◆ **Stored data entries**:
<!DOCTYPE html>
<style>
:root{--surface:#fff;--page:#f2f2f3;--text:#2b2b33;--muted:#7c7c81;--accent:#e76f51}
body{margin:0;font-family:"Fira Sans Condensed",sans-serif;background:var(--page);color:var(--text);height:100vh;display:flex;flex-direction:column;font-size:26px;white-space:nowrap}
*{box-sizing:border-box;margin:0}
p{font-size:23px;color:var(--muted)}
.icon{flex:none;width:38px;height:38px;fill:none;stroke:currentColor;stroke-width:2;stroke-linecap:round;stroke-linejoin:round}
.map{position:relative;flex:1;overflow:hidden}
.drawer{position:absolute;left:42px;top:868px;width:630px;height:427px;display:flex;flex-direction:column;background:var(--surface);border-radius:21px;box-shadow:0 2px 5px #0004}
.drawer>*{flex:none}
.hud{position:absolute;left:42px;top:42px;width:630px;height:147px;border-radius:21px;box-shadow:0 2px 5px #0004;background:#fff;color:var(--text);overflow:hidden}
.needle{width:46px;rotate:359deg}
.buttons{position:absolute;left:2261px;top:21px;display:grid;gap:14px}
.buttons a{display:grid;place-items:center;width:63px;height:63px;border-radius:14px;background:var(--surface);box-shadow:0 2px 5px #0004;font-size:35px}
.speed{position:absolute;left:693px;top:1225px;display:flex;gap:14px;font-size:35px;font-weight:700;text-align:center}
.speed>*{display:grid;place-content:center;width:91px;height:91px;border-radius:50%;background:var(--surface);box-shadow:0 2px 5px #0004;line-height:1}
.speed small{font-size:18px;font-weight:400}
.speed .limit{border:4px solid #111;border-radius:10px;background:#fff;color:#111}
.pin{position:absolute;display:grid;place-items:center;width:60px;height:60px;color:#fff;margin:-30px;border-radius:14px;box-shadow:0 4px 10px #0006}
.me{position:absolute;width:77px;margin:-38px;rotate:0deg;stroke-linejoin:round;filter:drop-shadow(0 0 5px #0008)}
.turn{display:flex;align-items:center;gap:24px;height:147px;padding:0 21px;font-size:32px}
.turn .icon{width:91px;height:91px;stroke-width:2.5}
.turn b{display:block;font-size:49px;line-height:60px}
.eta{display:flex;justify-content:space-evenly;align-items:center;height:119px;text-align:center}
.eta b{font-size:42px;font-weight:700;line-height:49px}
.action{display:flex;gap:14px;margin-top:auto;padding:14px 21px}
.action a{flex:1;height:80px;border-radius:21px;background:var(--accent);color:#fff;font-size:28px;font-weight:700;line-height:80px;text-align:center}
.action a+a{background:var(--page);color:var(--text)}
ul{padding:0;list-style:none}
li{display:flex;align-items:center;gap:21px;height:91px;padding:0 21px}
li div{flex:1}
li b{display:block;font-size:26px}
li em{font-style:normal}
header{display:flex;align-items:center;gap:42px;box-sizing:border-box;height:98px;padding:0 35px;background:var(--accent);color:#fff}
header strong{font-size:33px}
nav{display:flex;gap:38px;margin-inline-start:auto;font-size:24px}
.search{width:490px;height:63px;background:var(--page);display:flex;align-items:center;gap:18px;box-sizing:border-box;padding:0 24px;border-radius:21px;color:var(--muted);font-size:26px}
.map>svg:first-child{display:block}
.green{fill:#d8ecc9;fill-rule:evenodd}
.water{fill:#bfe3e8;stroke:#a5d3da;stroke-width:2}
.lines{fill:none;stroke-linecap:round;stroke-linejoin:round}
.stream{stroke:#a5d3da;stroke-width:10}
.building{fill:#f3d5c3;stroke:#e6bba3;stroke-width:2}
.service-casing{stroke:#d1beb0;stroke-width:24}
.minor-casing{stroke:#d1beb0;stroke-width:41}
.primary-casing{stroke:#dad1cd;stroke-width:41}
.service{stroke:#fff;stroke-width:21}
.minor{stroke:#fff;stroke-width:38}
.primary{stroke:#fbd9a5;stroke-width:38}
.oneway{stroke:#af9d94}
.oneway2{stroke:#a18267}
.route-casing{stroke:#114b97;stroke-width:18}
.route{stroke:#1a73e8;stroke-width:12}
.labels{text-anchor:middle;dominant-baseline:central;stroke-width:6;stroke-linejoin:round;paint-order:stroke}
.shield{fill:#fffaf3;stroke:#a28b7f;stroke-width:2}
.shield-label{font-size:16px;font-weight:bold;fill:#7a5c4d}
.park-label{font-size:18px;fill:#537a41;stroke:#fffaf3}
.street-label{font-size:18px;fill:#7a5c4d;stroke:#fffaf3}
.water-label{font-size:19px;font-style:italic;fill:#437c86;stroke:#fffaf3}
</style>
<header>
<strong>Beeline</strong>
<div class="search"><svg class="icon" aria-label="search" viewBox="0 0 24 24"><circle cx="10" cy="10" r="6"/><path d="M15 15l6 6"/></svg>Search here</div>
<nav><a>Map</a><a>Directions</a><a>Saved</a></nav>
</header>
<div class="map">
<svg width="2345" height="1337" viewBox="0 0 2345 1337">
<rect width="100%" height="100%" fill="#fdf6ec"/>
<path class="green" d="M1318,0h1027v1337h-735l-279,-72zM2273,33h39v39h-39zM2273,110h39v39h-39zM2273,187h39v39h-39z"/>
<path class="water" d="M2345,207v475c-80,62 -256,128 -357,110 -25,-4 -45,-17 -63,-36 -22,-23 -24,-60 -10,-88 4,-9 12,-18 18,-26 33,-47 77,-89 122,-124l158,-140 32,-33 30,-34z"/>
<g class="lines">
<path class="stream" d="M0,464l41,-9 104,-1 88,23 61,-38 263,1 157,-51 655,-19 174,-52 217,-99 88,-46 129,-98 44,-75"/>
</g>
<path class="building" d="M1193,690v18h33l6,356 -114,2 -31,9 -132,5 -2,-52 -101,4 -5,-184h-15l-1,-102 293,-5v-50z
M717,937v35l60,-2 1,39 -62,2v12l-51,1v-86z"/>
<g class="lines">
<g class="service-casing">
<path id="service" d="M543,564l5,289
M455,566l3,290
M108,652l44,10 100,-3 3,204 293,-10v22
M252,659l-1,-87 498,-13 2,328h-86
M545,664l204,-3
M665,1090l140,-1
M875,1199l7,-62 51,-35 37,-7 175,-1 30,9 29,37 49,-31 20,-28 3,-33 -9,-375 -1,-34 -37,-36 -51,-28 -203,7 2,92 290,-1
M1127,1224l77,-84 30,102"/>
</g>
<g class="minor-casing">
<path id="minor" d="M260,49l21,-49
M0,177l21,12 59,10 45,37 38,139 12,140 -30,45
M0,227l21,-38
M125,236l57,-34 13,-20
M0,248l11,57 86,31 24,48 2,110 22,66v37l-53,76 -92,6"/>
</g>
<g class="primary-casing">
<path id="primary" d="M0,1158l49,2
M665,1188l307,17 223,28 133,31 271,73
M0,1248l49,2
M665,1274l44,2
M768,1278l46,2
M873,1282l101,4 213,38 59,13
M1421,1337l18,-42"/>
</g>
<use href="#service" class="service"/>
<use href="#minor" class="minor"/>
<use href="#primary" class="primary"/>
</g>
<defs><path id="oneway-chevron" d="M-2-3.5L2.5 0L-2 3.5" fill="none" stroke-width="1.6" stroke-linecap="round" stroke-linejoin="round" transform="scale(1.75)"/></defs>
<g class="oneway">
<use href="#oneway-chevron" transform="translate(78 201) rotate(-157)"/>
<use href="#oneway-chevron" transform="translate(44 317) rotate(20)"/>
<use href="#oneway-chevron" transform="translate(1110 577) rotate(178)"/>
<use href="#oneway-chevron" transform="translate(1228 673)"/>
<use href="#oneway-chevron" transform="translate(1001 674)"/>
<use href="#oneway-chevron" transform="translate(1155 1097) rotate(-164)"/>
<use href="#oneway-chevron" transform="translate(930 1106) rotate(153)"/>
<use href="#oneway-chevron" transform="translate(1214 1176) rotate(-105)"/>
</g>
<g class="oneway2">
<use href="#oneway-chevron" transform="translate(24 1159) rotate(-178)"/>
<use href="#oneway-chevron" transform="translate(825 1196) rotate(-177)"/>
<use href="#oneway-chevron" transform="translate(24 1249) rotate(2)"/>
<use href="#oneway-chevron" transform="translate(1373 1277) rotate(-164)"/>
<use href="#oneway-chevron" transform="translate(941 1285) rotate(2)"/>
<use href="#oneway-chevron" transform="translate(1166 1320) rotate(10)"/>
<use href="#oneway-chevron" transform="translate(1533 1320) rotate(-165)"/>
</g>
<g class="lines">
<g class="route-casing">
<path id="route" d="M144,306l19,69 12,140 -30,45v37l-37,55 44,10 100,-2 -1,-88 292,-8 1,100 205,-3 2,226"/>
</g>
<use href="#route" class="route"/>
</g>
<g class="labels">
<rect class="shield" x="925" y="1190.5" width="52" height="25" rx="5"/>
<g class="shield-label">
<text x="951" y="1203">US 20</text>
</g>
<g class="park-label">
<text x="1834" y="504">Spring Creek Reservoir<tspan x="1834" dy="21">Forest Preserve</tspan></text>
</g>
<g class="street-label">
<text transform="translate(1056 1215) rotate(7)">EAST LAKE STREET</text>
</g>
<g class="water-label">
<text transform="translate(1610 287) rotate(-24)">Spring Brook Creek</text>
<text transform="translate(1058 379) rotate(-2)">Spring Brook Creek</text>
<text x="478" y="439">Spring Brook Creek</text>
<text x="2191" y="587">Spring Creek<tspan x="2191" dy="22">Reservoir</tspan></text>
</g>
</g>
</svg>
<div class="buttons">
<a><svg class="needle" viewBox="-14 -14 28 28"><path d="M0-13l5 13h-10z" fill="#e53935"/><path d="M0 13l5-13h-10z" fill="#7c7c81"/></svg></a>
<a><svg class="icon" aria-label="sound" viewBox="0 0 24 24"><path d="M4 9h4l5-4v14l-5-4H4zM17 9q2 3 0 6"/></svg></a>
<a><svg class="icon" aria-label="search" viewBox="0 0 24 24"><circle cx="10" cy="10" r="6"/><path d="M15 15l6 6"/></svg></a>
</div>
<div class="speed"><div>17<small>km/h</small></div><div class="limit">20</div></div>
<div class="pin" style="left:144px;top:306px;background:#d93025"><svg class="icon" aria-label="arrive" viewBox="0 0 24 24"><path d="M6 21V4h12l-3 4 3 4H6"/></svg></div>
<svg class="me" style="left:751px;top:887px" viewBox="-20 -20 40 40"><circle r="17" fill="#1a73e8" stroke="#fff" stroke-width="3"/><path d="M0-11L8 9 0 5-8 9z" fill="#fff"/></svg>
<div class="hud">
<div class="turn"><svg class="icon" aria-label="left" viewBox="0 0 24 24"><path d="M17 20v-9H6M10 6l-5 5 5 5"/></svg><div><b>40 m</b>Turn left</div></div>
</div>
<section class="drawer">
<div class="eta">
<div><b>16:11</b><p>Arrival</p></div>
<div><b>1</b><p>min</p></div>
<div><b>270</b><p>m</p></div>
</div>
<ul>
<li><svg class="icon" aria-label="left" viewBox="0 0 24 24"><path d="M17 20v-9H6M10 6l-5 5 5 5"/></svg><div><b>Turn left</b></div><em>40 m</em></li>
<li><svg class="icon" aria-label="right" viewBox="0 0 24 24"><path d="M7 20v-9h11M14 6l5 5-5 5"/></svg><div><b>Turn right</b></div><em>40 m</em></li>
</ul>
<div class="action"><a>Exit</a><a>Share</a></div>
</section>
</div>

◆ **WORK TO BE COMPLETED**:
The answer is the line with "<div><b>270</b><p>m</p></div>" plus every line after it to the last line of the entries above, copied exactly and with no other lines.

◆ **ANSWER TO THIS TASK**:
<div><b>270</b><p>m</p></div>
</div>
<ul>
<li><svg class="icon" aria-label="left" viewBox="0 0 24 24"><path d="M17 20v-9H6M10 6l-5 5 5 5"/></svg><div><b>Turn left</b></div><em>40 m</em></li>
<li><svg class="icon" aria-label="right" viewBox="0 0 24 24"><path d="M7 20v-9h11M14 6l5 5-5 5"/></svg><div><b>Turn right</b></div><em>40 m</em></li>
</ul>
<div class="action"><a>Exit</a><a>Share</a></div>
</section>
</div>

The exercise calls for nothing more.